● **Exercise objective**:
Write the number of lines in the material below that contain "What", with no other words.
** Opening Data to use block **
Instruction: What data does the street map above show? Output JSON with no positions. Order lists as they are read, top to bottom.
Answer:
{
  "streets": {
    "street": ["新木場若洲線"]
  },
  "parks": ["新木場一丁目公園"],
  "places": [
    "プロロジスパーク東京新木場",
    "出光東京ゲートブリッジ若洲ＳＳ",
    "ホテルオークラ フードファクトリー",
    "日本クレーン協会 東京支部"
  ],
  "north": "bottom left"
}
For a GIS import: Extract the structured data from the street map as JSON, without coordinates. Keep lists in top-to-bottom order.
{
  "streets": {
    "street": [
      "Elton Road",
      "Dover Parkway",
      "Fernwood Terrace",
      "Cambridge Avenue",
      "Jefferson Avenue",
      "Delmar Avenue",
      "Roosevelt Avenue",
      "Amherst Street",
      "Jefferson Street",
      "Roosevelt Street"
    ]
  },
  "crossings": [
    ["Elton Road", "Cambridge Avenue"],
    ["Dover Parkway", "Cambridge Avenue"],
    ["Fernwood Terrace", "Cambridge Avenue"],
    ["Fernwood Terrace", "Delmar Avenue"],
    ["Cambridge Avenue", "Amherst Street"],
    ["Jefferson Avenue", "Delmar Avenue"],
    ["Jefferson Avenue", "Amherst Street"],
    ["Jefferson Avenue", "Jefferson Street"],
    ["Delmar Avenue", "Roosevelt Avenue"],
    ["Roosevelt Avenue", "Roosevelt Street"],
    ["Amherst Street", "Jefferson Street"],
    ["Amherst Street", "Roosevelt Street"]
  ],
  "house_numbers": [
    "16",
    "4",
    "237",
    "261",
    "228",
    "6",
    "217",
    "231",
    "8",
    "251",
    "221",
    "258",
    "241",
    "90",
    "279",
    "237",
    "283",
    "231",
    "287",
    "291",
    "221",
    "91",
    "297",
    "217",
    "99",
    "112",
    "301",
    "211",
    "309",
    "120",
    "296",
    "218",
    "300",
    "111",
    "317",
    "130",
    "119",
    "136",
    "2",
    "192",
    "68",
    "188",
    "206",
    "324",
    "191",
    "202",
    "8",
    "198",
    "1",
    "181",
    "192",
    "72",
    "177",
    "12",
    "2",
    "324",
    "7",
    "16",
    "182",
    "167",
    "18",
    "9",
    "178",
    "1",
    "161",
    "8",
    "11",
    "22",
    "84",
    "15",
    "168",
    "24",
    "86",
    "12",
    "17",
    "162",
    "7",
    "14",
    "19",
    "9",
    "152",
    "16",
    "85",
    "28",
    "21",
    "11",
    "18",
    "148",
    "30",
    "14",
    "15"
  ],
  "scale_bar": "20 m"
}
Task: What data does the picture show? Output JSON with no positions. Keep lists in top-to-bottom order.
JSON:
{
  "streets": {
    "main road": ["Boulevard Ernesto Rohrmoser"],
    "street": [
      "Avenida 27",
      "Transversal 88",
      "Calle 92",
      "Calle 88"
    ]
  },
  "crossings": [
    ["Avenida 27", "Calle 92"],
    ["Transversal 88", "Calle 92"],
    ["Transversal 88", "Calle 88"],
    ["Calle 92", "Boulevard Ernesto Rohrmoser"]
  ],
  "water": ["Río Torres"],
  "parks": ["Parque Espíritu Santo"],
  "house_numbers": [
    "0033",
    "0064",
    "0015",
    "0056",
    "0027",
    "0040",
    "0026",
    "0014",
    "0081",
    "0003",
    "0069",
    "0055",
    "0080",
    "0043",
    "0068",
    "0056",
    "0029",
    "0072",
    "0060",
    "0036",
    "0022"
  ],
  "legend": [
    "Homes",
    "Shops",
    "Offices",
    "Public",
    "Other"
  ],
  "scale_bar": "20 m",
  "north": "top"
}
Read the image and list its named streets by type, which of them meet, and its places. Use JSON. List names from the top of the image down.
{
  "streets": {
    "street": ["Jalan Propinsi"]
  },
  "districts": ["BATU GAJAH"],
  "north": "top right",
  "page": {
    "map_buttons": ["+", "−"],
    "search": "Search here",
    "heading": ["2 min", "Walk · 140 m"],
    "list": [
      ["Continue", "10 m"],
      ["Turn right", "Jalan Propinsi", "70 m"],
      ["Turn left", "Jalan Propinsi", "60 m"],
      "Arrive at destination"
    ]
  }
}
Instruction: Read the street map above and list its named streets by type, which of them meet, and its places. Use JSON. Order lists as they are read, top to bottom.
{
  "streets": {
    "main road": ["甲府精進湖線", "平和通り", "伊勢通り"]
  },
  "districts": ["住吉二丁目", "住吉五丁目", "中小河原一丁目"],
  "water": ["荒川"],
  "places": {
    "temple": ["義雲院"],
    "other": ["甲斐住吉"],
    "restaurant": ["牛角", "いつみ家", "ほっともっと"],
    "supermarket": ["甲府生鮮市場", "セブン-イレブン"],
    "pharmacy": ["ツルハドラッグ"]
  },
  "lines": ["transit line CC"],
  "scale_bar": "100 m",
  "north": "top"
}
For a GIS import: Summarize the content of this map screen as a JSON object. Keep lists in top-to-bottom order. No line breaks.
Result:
** Closing Data to use block **
● **Response to the task**:
2